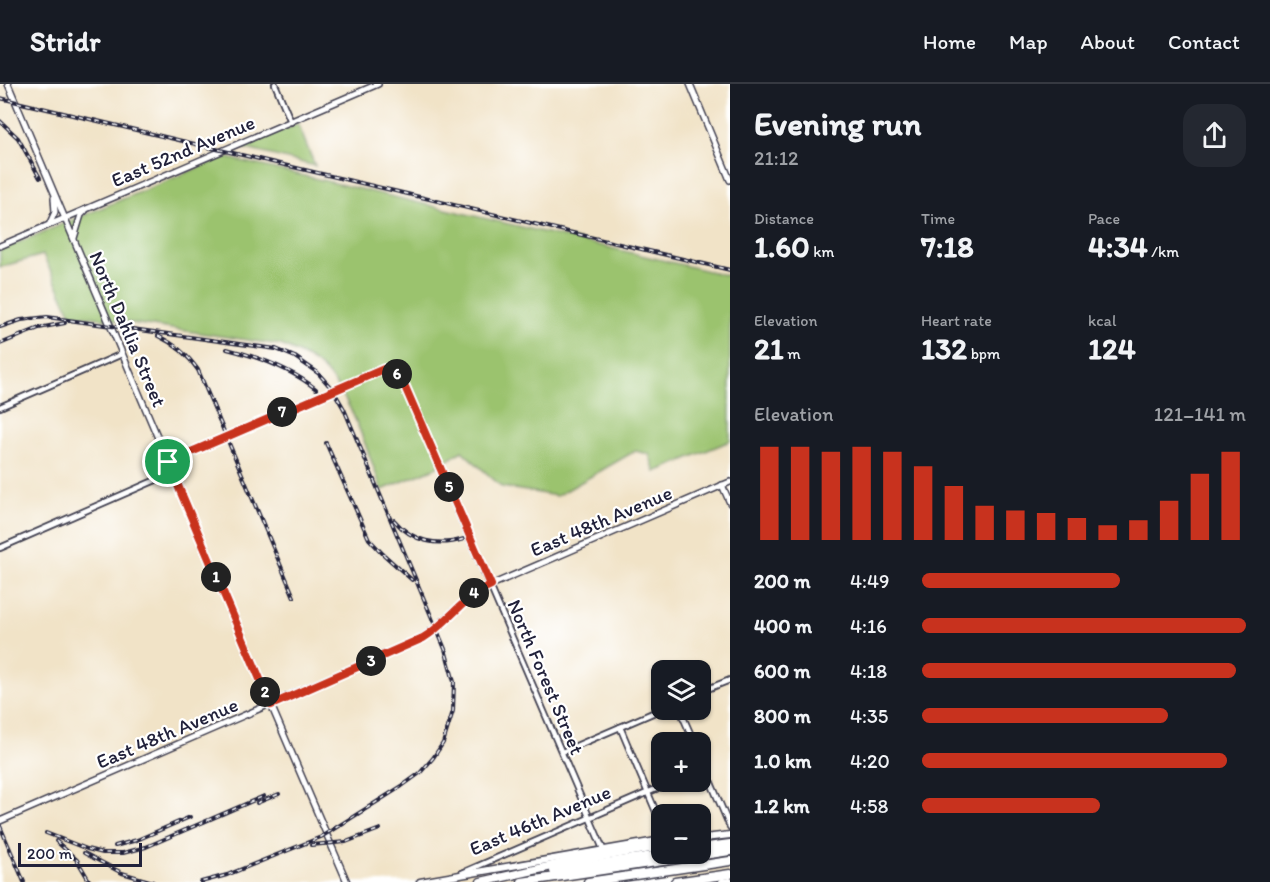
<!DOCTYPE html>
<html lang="en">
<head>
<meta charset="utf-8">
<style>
	:root { --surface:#171b24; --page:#242831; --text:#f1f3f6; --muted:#9ea1a6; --line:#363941; --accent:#c8321e }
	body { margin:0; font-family:Itim,sans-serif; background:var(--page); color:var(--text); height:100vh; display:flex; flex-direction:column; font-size:22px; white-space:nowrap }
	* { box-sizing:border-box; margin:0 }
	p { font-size:20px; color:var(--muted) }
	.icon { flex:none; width:33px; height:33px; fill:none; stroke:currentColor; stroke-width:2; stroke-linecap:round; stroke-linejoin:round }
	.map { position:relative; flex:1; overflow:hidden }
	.details { display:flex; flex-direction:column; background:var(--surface); width:540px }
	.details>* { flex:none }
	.buttons { position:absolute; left:651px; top:576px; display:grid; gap:12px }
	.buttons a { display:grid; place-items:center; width:60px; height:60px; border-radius:12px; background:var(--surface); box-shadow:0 2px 4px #0004; font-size:30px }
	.scale { position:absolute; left:18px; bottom:15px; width:124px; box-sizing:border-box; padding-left:6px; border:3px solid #22223b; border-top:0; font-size:16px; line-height:21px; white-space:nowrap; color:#22223b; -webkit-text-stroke:4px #fff; paint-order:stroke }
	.pin { position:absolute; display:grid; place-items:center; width:51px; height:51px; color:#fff; margin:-26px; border:3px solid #fff; border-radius:50%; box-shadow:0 2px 6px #0007 }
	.km { position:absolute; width:30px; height:30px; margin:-15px; border-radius:50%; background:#222; color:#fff; font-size:16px; line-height:30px; text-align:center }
	.round { display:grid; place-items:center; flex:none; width:63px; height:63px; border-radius:18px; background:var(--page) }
	.head { display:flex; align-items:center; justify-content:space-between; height:102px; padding:0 24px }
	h1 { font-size:33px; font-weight:700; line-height:45px }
	.metrics { display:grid; grid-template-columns:repeat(3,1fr); gap:9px; height:102px; padding:6px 24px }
	.metrics div { display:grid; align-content:center }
	.metrics b { font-size:30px; font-weight:700 }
	.metrics small { font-size:16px; font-weight:400 }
	.metrics p { font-size:16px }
	.chart { height:168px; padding:12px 24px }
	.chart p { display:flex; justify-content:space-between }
	.chart svg { width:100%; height:108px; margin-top:6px; stroke:var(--accent); stroke-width:6 }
	ul { padding:0 24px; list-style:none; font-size:20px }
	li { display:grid; grid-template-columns:96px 72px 1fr; align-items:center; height:45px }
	li i { height:15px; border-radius:8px; background:var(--accent) }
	header { display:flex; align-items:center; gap:36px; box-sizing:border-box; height:84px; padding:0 30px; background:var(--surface); border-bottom:2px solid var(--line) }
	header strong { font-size:28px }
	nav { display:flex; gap:33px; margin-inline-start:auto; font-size:21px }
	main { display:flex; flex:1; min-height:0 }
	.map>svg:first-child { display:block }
</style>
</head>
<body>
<header>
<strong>Stridr</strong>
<nav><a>Home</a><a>Map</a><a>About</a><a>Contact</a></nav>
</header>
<main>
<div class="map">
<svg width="730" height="798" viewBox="0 0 730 798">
	<rect width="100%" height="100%" fill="#fff"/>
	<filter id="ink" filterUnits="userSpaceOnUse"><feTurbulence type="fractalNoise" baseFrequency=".0167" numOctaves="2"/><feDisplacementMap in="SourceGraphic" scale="12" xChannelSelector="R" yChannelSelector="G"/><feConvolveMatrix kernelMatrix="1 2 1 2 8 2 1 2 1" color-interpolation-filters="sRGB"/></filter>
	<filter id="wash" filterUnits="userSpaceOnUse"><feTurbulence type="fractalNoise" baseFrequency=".008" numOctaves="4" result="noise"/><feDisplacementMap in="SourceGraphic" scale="24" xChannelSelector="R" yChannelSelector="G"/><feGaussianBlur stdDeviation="1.35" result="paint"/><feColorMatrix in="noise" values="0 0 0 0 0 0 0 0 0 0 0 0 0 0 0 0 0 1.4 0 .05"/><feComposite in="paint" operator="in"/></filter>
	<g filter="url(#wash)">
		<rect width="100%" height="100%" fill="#f1e3c7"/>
		<g fill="#9bc36e" stroke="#5e7254" stroke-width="1.5">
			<path d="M298,40L315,82L239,63Z"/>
			<path d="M224,73L730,192V357L655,388L649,370L635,367L557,412L502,403L462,367L435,384L382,406C366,365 352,310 318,281C307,272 294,267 281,261L71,230L43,171L0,183V166Z"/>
		</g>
	</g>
	<g filter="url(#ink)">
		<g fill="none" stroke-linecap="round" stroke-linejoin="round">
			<g stroke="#413f50" stroke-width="8">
				<g id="minor">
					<path d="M275,0L291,38"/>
					<path d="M0,323L122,270"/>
					<path d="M168,378L376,288C388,283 397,286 403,299L603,765"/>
					<path d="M0,464L172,389"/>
					<path d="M700,608L730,596"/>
					<path d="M680,626L694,658"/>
					<path d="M620,643L662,742"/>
					<path d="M562,668L662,625"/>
					<path d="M700,673L730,743"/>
					<path d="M462,789L672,698"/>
				</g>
			</g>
			<g stroke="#413f50" stroke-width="8">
				<g id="tertiary">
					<path d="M8,0L271,621L347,798"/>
					<path d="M690,0L730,96"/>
					<path d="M50,139L55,128L54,114"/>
					<path d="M74,154L81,131L85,127"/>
					<path d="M0,162L378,0"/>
					<path d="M722,401L730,419"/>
					<path d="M0,737L416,557C443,543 458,518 484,504L730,398"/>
				</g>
			</g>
			<g stroke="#413f50" stroke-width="9">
				<g id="secondary">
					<path d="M704,754L730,751"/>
					<path d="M420,798L662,756"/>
					<path d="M722,798L730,797"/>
				</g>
			</g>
			<g stroke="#413f50" stroke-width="11">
				<g id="motorway">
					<path d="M700,755L707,754"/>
					<path d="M700,764L730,760"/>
					<path d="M554,787L666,770"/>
					<path d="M481,798L579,776L662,762"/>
					<path d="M522,798L730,767"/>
					<path d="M588,798L730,777"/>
					<path d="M675,798L730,790"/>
				</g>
			</g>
			<use href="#minor" stroke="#fff" stroke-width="4.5"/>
			<use href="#tertiary" stroke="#fff" stroke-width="5"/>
			<use href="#secondary" stroke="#fff" stroke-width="6"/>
			<use href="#motorway" stroke="#fff" stroke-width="8"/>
			<g stroke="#22223b" stroke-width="4">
				<g id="rail">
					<path d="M0,14L730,186"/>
					<path d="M0,37L18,54L40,94"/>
					<path d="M0,243L21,236L47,233L276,265L295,273L318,289L333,306L344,325L445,565L454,598L453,627L443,659L433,674L420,689L402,702L321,753L227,791L201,798"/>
					<path d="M158,252C175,260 187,270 198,286L294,513"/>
					<path d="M0,260L39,244L65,239"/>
					<path d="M227,265C259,273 290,284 316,305"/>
					<path d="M326,359L369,455L383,470L412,496"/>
					<path d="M394,436C412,458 438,463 464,455"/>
					<path d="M257,719L279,710"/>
					<path d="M0,742L24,798"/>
					<path d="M46,749L87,765L103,769H123L146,763L264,712"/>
					<path d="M56,757L77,776L90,798"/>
					<path d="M311,761L346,758L380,745"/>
					<path d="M115,762L137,756L190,733"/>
					<path d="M84,769L122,789L153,798"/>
				</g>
			</g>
			<use href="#rail" stroke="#fff" stroke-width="1.5" stroke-dasharray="4.5" stroke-linecap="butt"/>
		</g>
	</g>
	<g fill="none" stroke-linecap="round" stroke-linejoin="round" filter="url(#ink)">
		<g stroke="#fff" stroke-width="12">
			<path id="route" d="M384,285L395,288L403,298L491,501C463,513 448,539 423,554L271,621L168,378Z"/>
		</g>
		<use href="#route" stroke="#c8321e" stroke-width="8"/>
	</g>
	<g text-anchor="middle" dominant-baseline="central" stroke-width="4.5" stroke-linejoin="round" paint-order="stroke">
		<g font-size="20" fill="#22223b" stroke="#fff">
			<text transform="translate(183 67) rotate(-23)">East 52nd Avenue</text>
			<text transform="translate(128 245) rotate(67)">North Dahlia Street</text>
			<text transform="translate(601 437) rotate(-23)">East 48th Avenue</text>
			<text transform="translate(546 593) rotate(67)">North Forest Street</text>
			<text transform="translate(167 649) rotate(-23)">East 48th Avenue</text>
			<text transform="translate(540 736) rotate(-23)">East 46th Avenue</text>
		</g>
	</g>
</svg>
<div class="buttons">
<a><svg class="icon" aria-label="layers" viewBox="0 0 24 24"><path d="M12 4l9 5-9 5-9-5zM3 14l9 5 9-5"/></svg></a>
<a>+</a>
<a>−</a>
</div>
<div class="scale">200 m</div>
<div class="pin" style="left:168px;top:378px;background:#1e9e55"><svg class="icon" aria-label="arrive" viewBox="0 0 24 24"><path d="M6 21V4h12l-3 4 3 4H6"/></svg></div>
<b class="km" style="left:216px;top:493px">1</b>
<b class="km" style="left:265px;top:608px">2</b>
<b class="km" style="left:371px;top:577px">3</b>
<b class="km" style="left:474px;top:509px">4</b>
<b class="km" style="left:449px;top:403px">5</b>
<b class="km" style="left:397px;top:290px">6</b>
<b class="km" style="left:282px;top:328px">7</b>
</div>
<section class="details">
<div class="head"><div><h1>Evening run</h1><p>21:12</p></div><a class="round"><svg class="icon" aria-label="share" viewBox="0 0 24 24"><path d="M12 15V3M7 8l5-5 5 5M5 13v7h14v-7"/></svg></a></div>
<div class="metrics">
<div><p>Distance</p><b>1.60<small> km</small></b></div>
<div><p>Time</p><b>7:18</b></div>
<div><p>Pace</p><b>4:34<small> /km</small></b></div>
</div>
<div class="metrics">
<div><p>Elevation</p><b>21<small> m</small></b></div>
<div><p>Heart rate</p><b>132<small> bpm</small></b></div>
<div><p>kcal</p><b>124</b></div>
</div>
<div class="chart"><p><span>Elevation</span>121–141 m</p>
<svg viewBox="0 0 160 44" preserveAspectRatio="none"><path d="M5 44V6M15 44V6M25 44V8M35 44V6M45 44V8M55 44V14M65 44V22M75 44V30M85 44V32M95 44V33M105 44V35M115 44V38M125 44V36M135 44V28M145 44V17M155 44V8"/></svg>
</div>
<ul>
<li><b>200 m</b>4:49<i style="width:61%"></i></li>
<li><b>400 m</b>4:16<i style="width:100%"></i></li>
<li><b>600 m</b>4:18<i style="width:97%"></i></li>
<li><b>800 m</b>4:35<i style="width:76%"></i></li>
<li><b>1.0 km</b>4:20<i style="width:94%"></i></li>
<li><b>1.2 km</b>4:58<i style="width:55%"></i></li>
</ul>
</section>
</main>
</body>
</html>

────────────────

> **WHAT THE TASK REQUIRES**:
Please copy out every line in the listing that has the string "body".

> **ANSWER SECTION**:
	body { margin:0; font-family:Itim,sans-serif; background:var(--page); color:var(--text); height:100vh; display:flex; flex-direction:column; font-size:22px; white-space:nowrap }
<body>
</body>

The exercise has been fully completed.